Apabila yang muncul adalah gejala SSP, maka dapat dibantu
dengan CT Scan untuk evaluasi edema serebral atau perdarahan.5
6. Pungsi lumbal
Apabila terdapat perubahan status mental pada pasien, serta hasil
hapusan darah tepi nya positif, maka perlu untuk dilakukan pungsi
lumbal untuk menyingkirkan bakteri meningitis.5
III. Penutup
Kesimpulan Anamnesis & Pemeriksaan Fisik :
● Terdapat keluhan malaria yaitu demam (38,5 °C sudah ≥ 37,5 °C)
dengan periode menggigil, demam tinggi, berkeringat, demam
disertai batuk pilek, pusing, mual dan muntah, nyeri perut, diare,
dan splenomegaly SII (pembesaran limpa), tidak ada sklera ikterik
● Terdapat riwayat sakit malaria 3 kali
● Terdapat riwayat tinggal di daerah endemis malaria (Papua)
● Terdapat riwayat pernah mengkonsumsi obat malaria tetapi tidak
dilakukan pemeriksaan kembali
● Pasien tampak sakit sedang
● Kesadaran baik (tidak terdapat penurunan kesadaran)
● FN 124 kali/menit -> (usia 26-35 tahun, N: 95-170x/menit) -> Nn. J ,
berusia 26 tahun (normal)
● FP 22 kali/menit -> meningkat sedikit (N: 12-20x/menit)
● TD 97/69 mmHg -> menurun (N:120/80 mmHg)

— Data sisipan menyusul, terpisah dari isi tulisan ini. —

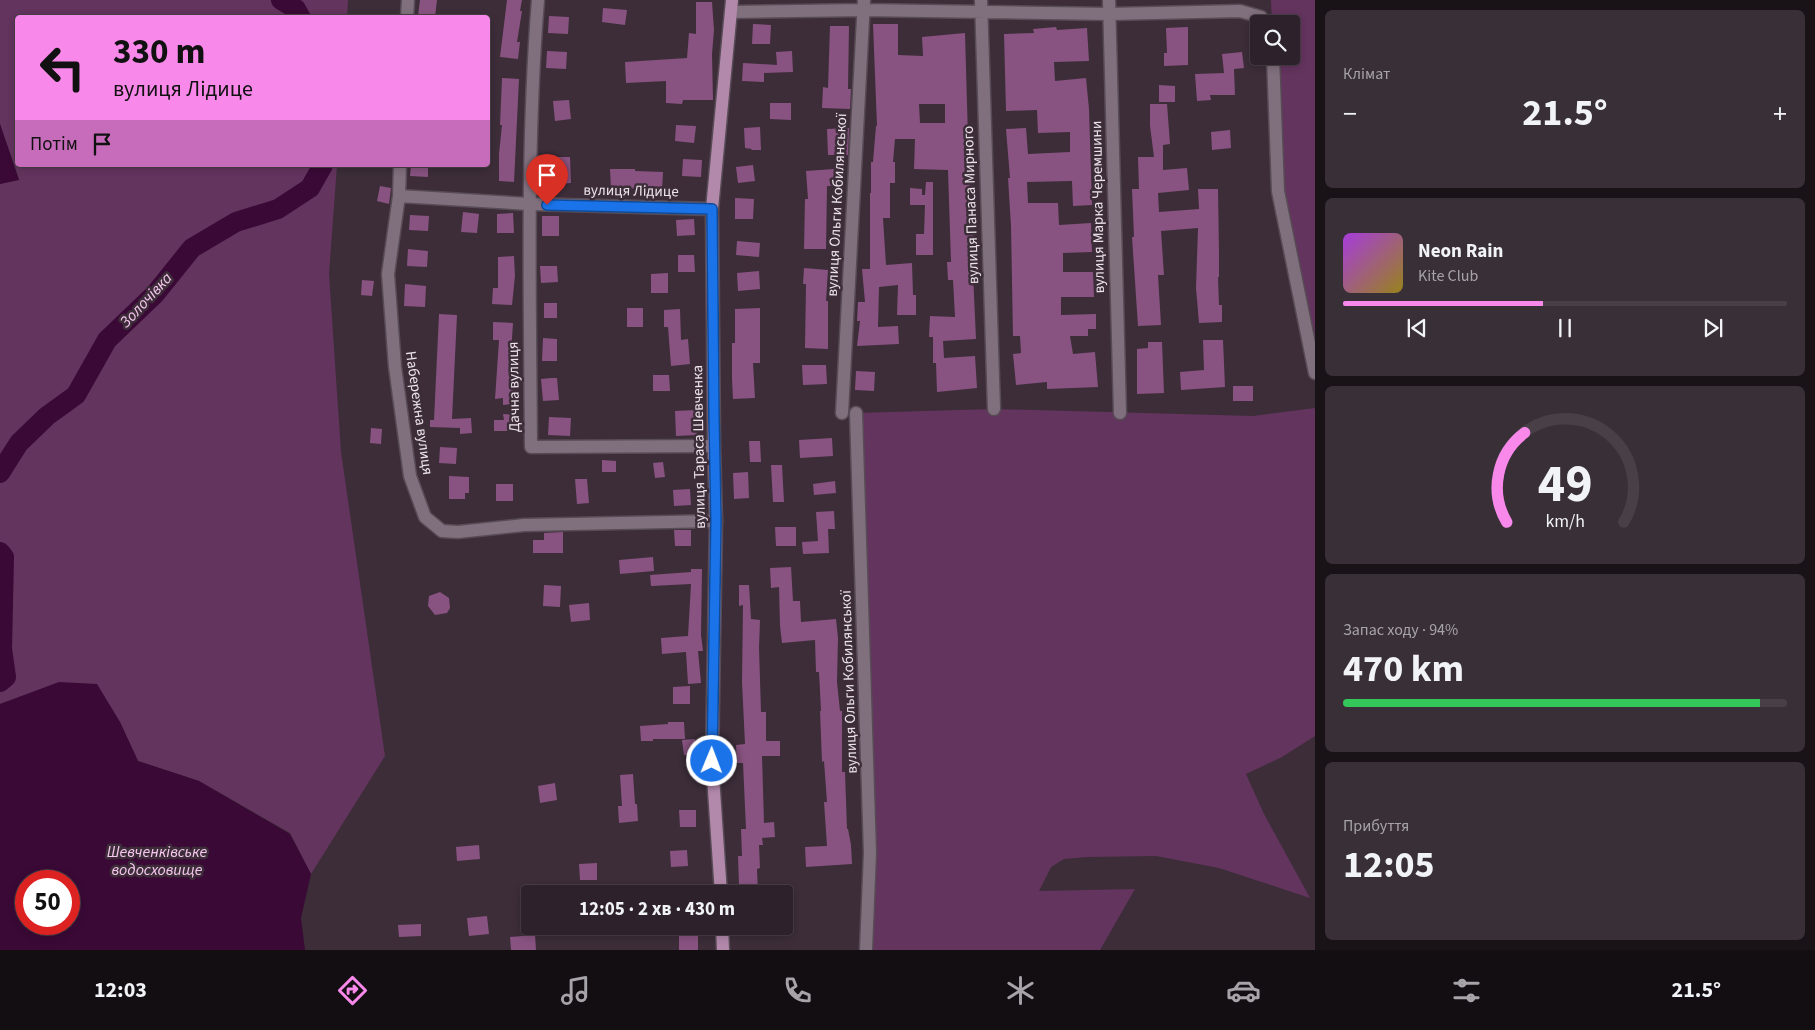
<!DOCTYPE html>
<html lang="uk">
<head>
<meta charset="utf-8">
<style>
  body { margin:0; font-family:"Source Sans 3",sans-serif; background:#392f37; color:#f1f3f6; height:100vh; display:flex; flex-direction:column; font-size:19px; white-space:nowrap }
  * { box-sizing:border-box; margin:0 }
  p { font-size:16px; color:#a7a4a9 }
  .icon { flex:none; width:28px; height:28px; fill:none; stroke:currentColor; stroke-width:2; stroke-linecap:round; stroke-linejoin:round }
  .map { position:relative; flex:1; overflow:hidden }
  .side { display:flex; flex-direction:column; gap:10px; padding:10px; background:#191318; width:500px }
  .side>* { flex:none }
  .guide { position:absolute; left:15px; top:15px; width:475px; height:152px; border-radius:5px; box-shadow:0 2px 8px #0003,0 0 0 1px #483f47; background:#f888ea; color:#111; overflow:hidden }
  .fabs { position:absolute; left:1250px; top:15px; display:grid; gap:10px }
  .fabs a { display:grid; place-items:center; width:50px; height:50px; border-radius:5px; background:#2d222b; box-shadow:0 2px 8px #0003,0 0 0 1px #483f47; font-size:25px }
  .speed { position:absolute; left:15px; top:870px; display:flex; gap:10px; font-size:25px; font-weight:700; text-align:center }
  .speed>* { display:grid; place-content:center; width:65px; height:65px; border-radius:50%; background:#2d222b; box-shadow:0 2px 8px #0003,0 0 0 1px #483f47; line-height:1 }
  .speed .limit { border:8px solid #d22; background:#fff; color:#111 }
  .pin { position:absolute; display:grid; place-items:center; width:42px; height:42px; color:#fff; margin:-51px -21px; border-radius:50% 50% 50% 0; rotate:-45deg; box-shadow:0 0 5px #0007 }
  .pin .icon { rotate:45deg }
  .me { position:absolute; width:55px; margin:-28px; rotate:1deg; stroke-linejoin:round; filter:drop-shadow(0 0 4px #0008) }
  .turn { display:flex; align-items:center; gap:18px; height:105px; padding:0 15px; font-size:22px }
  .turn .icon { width:65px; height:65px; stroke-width:2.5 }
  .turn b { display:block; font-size:35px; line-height:42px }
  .then { display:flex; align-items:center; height:48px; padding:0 15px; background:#0003; gap:10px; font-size:19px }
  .big { font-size:38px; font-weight:700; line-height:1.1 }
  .side .tile { flex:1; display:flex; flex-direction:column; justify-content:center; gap:8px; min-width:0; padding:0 18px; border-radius:8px; background:#392f37 }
  .side .dial { align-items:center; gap:0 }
  .dial svg { height:130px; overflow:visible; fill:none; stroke:#483f47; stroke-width:7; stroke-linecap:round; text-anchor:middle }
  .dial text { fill:#f1f3f6; stroke:none }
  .song { display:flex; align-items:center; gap:15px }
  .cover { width:60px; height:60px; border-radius:8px; background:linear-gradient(135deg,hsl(280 70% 55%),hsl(50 70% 35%)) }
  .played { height:5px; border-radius:2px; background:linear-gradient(90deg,#f888ea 45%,#483f47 45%) }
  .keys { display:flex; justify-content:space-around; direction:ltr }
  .heat { display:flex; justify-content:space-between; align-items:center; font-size:28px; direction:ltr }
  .charge { height:8px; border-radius:4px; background:linear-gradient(90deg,#34c759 94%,#483f47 0) }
  .trip { position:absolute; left:521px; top:885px; width:272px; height:50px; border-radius:5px; background:#2d222b; box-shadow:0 2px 8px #0003,0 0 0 1px #483f47; font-weight:700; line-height:50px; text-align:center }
  .tabs { display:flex; height:80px; justify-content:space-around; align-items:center; background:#120e11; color:#a7a4a9 }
  .tabs .icon { width:35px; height:35px }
  .tabs .selected { color:#f888ea }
  .tabs b { font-size:22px; color:#f1f3f6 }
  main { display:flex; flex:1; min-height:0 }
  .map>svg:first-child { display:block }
  .green { fill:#63345e }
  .water { fill:#3a0936; fill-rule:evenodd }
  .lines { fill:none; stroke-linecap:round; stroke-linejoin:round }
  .river { stroke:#3a0936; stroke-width:20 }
  .building { fill:#885381; fill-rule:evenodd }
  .minor-casing { stroke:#574b55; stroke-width:15 }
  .major-casing { stroke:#574b55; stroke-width:15 }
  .minor { stroke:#806f7d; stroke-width:12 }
  .major { stroke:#b288ab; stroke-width:12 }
  .route-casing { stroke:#114b97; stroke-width:12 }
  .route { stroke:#1a73e8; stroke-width:9 }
  .labels { text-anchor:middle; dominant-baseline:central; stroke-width:5; stroke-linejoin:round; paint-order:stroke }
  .street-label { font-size:15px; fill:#ece3ea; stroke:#3c2d39 }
  .water-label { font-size:16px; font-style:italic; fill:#f7c7ef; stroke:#3c2d39 }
</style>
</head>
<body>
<main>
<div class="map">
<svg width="1315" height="950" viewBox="0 0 1315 950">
  <rect width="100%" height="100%" fill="#3c2d39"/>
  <path class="green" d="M0 0H348L347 17 18 18V165H337L329 274 341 452 385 756 311 874 290 833 199 781 138 761 120 722 9 701 0 704V184L19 179 0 124Z
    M1271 0H1315V373L1278 191 1273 56H1291V24H1272Z
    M1315 408V736L1282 757 1246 774 1264 814 1310 898 1219 868 1156 856 1087 857 1064 859 1051 867 1039 891 1135 889 1100 950H866L856 413 994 409 1253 416Z"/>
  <path class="water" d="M0 124 19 180 0 184Z
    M59 682 97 684 120 722 138 761 199 781 290 834 311 874 301 918 305 950H0V704ZM26 881H69V924H26Z"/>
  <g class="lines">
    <path class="river" d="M281 0 296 9 301 18
      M0 473 19 443 47 416 76 395 107 340 155 294 192 248 236 222 278 209 310 188 323 165
      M0 552 4 557 2 649 6 677 0 682"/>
  </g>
  <path class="building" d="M420 0H437L435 17 418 16Z
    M507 0H522L520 11H522L517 42H520L518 59 500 57Z
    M696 2H712L714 30 712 54 713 100H683L682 104 666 103V81L626 83 625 62 687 58 689 33 696 34Z
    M603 8 627 10 625 25 602 22Z
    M549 16 569 17 568 34 548 33Z
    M753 24 771 25 770 44H752Z
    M873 24H898V55L923 56 922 37 965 33 969 174H970V205H972L973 230 974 251H972L976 339 943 341 944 358 975 356 977 388 937 392 936 363H933V337H929L930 316 955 317 953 280H948L947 262H951L948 170 914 169 915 139H895L893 162H895V183H890V218H883L886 265 912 263 913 295H916V315H897L898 285 879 287 878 327 898 326 899 344 857 346 860 321H857L858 302H865L862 269H870V193H871V162H873L876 126H877ZM919 104H945V123H920Z
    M830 26H849L848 89H851L850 109 822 108 823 87 828 88Z
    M1056 27 1057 30 1087 28 1089 61 1054 62 1055 81 1086 78 1089 109 1092 205 1073 206 1072 181 1027 182 1028 203H1058L1059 225 1091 223 1092 252 1063 253V272H1093L1094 297H1061V315L1096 314V329H1088V336H1070L1073 354 1095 352 1098 387 1047 389V382L1016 385 1013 354 1021 353 1020 336H1013L1011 226 1008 178H1010L1006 129 1026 128 1028 154 1070 152V132L1038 133 1037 110 1006 111 1004 34 1034 33 1033 29Z
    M1188 27V65L1164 66V53H1167L1166 28Z
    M547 51 567 52 566 69 546 68Z
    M792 51 793 72 764 73V82L742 81 743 63 777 65 776 52Z
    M1242 52 1244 68 1234 69 1235 95H1210L1211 100 1197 101 1195 74 1224 73 1222 54Z
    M502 78 519 79 514 182 499 181V154L502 125H500Z
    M1159 85 1175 86V102H1159Z
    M569 100 571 119 555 121 553 101Z
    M770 103H791V120L770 119Z
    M1150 104H1167L1170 144 1163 145V170L1187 168 1189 190 1158 193 1159 212 1199 209 1198 189H1218L1219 253V277H1218L1219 305H1222V322L1199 323 1196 288 1198 228 1161 231 1164 275H1158L1161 325 1138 326 1132 237H1134L1132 189H1139L1138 157H1154L1150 126Z
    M676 125 696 126 694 143 675 141Z
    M760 127 761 150H751L752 149 745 148 744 128Z
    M849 128 848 155H828L827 129Z
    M1230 130 1231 148 1212 150 1211 132Z
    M553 157H570L571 183 554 184Z
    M683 159 702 160 701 177 682 176Z
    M411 165H428V177L410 176Z
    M753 165 755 181 738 183 736 167Z
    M610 169H635V171L663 172 662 191 647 190V188L611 189Z
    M834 169 835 186H827L826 249H804L805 199H808L806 171Z
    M926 182H933V255H916V234H924L925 205H910V188L922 189V195H925Z
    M380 186 391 188 389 204 377 201Z
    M735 198 754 199 753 219H735Z
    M463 212 479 214 477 233 461 232Z
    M513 213 514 233H497V214Z
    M410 215 429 216 428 231 409 230Z
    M542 216H559V236H542Z
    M694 219 695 235 677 236 676 220Z
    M737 241 760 243 759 257 736 255Z
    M408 249 428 251 427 267 407 266Z
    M678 255H694L695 272H678Z
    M514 256 515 276 512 305 492 304 493 288H498V257Z
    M540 266H557L558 282 541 283Z
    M804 268 828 270 826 301H828V349L805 348 806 284H803Z
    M759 271 760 289 738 291 737 273Z
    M668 273V293H651V274Z
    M362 280 374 281 372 296 361 295Z
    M405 284 426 286 425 307 404 306Z
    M544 303H557V318H544Z
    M627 308H643V327H627Z
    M760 308V363H753L755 398 733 399 732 379V343H735V309Z
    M680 309 681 340 688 339 690 364 671 366 668 327H664V310Z
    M439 314 457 315 452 419 471 418 472 433 460 434V428L430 427V420H434Z
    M493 322 513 323 511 353H516L514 404 503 405V398L495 399 499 340H493Z
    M543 338 557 339V361H542Z
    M1203 340H1223L1225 387 1181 390 1180 372 1204 370Z
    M1148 342H1162L1164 393 1137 394V349L1148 348Z
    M802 365H826L827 384 803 385Z
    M856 371 875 372 874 391 855 390Z
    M653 375H669L670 391H653Z
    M551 378H557L559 400 543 401 541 379Z
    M1233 386H1253V401H1233Z
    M697 410V435L676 436 675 411Z
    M503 414 518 415V431H494V420H504Z
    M549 417 571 418 570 436 548 435Z
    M371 428 382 429 381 444 370 443Z
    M832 438 833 456 800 458 799 440Z
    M749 441H760L761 462H750Z
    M440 447 457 448 456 464 439 463Z
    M602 460 616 461V472H602Z
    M663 462 665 477 655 478 653 463Z
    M771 465H782L784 502H773Z
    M748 472 749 498 734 499 733 473Z
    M449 476 469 477V493H465V499H449Z
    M575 479H587L589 503 577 504Z
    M835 481 836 493 814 495 813 484Z
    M496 484H513V501H496Z
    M690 489 691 505 674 506 673 490Z
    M834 511 835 529H828L829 553 803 554 802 542 818 541 816 512Z
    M775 527H796V546H776Z
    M674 530H691V546H675Z
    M563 532V553H533V540H544V533Z
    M653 557 654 571 620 574 619 560Z
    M791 567 793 601H800L801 622 836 619 838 638 837 682 840 711H842V772H845L847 829H848L851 845 852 864 806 867 805 847 827 846 824 802H827L824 761 822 762 820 711H821L819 672H816L815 640 782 643 780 626 779 587 771 588 770 568Z
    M691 569H702L701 635 703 651H698L701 683 688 684 686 652 662 654 661 638 688 636 691 584 651 586 650 575 691 572Z
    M544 585 561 586 560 607 543 606Z
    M739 585H749L751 619 760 620 759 648 761 712H766V741H780V756H762L764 823 774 822 775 837 762 838 763 845H759L760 868 757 869 758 894H733V885H739L738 856H742L741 829H746L743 763H737L736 745 745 744 742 682 743 605 739 606Z
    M440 592 449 598 450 608 447 613 435 615 428 606 429 596Z
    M589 603 590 620 571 622 569 605Z
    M690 686V704H673V687Z
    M668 722H684L685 739H653V741H641L640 726 668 724Z
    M695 739 696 754 684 755 682 740Z
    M633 774 635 804H637L638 821 619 823 618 806H622L620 775Z
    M555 783 557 800 540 803 538 786Z
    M679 810H696V827H680Z
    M479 845 480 859 457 861 456 847Z
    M687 850 688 866 671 867 670 851Z
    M597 863V880H580L579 864Z
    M487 916 489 934 469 936 467 918Z
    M421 924V936L399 937 398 925Z
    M679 927H698V950H679Z
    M535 935 536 950H511L510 937Z"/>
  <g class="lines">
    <defs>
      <path id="minor" d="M538 0C526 149 530 298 531 447L714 446
        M981 0 994 409
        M1109 0 1120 413
        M731 12 864 10 1110 14 1240 11 1261 17 1265 24
        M407 18 408 0
        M1273 56 1278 191 1315 373
        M400 165 399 196 388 274 395 367 410 476 425 517 442 531 458 532 524 525 716 521
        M399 196 529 204 712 209
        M842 413 864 0
        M856 413 870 853 866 950"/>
      <path id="major" d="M721 894 712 761 716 521 714 446 712 209 732 0
        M722 926 723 950"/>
    </defs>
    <use href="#minor" class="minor-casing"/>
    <use href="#major" class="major-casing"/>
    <use href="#minor" class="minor"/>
    <use href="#major" class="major"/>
  </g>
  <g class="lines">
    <defs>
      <path id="route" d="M547 205 712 209 714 417 716 521 712 761"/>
    </defs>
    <use href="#route" class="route-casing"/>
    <use href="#route" class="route"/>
  </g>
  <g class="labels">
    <g class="street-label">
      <text transform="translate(631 191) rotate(1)">вулиця Лідице</text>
      <text transform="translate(837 205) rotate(-87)">вулиця Ольги Кобилянської</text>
      <text transform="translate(971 205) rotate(-92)">вулиця Панаса Мирного</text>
      <text transform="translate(1098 207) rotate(-91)">вулиця Марка Черемшини</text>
      <text transform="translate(514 387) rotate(-91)">Дачна вулиця</text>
      <text transform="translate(419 413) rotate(82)">Набережна вулиця</text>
      <text transform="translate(699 447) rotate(-91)">вулиця Тараса Шевченка</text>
      <text transform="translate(849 682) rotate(-92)">вулиця Ольги Кобилянської</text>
    </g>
    <g class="water-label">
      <text transform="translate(146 300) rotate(-47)">Золочівка</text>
      <text x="157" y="852">Шевченківське<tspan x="157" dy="18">водосховище</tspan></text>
    </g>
  </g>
</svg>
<div class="fabs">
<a><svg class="icon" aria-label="search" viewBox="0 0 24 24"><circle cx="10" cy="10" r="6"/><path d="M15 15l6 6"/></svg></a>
</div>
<div class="speed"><div class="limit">50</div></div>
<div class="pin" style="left:547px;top:205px;background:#d93025"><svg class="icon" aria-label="arrive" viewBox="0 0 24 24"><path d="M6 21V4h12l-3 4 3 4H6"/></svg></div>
<svg class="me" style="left:712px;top:761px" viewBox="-20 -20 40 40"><circle r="17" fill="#1a73e8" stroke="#fff" stroke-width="3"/><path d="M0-11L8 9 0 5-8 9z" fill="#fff"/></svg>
<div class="trip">12:05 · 2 хв · 430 m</div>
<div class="guide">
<div class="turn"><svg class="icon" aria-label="left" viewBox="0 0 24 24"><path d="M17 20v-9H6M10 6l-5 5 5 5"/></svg><div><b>330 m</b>вулиця Лідице</div></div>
<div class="then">Потім<svg class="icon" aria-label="arrive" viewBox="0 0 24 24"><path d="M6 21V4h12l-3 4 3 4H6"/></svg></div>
</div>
</div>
<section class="side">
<div class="tile"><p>Клімат</p>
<div class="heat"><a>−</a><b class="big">21.5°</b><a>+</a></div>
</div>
<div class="tile">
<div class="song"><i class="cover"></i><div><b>Neon Rain</b><p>Kite Club</p></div></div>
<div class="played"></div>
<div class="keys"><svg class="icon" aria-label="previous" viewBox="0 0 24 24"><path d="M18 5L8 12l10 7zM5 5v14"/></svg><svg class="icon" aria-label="pause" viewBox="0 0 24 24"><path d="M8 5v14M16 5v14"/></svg><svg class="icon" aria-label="next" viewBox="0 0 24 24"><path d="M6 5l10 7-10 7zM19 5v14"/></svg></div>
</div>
<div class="tile dial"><svg viewBox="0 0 100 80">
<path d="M14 69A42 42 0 1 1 86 69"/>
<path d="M14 69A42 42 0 0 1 25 14" stroke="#f888ea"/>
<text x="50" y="56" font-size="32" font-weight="700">49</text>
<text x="50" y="72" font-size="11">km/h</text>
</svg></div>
<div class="tile"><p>Запас ходу · 94%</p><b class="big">470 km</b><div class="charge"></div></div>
<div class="tile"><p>Прибуття</p><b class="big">12:05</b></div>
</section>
</main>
<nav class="tabs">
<b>12:03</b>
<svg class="icon selected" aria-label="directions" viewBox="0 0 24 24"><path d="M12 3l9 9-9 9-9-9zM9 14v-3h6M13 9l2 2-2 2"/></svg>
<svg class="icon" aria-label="music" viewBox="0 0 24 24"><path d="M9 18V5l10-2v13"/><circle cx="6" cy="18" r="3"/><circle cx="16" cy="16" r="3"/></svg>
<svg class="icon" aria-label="phone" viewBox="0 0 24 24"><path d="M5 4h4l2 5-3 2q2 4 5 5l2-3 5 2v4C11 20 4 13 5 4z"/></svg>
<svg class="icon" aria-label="climate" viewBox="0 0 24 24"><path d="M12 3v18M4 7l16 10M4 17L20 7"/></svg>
<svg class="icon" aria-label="car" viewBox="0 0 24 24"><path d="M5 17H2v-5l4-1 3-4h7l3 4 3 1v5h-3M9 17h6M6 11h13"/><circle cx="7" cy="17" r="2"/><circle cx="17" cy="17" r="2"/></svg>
<svg class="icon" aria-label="filters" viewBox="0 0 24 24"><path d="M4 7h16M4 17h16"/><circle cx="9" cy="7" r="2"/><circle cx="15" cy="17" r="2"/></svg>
<b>21.5°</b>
</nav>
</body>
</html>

● Malaria dan demam tifoid sama-sama ditandai dengan adanya
demam. Akan tetapi, diagnosis demam tifoid dapat disingkirkan
pada kasus karena hasil typhoid tongue (-). Typhoid tongue
menjadi ciri dari demam tifoid.
● Paru: vesikuler (+/+), ronkhi (-/-)
- Vesikuler (+/+) -> suara paru normal, inspirium > ekspirium
serta lebih jelas
- Ronkhi (-/-) -> pasien mengalami demam disertai batuk pilek,
tetapi tidak terdapat penyumbatan jalan napas akibat lendir
sehingga hasil ronkhi (-/-).
Kesimpulan Keseluruhan :
Berdasarkan anamnesis, pemeriksaan fisik menunjukkan bahwa pasien
mengalami malaria ringan. Hal ini diperkuat dengan hasil pemeriksaan
laboratorium. Oleh karena itu, diperlukan diagnosis dini (sediaan darah
tebal & tipis, RDT, PCR, atau pemeriksaan penunjang lainnya) dan
pengobatan yang tepat agar tidak terjadi malaria berat.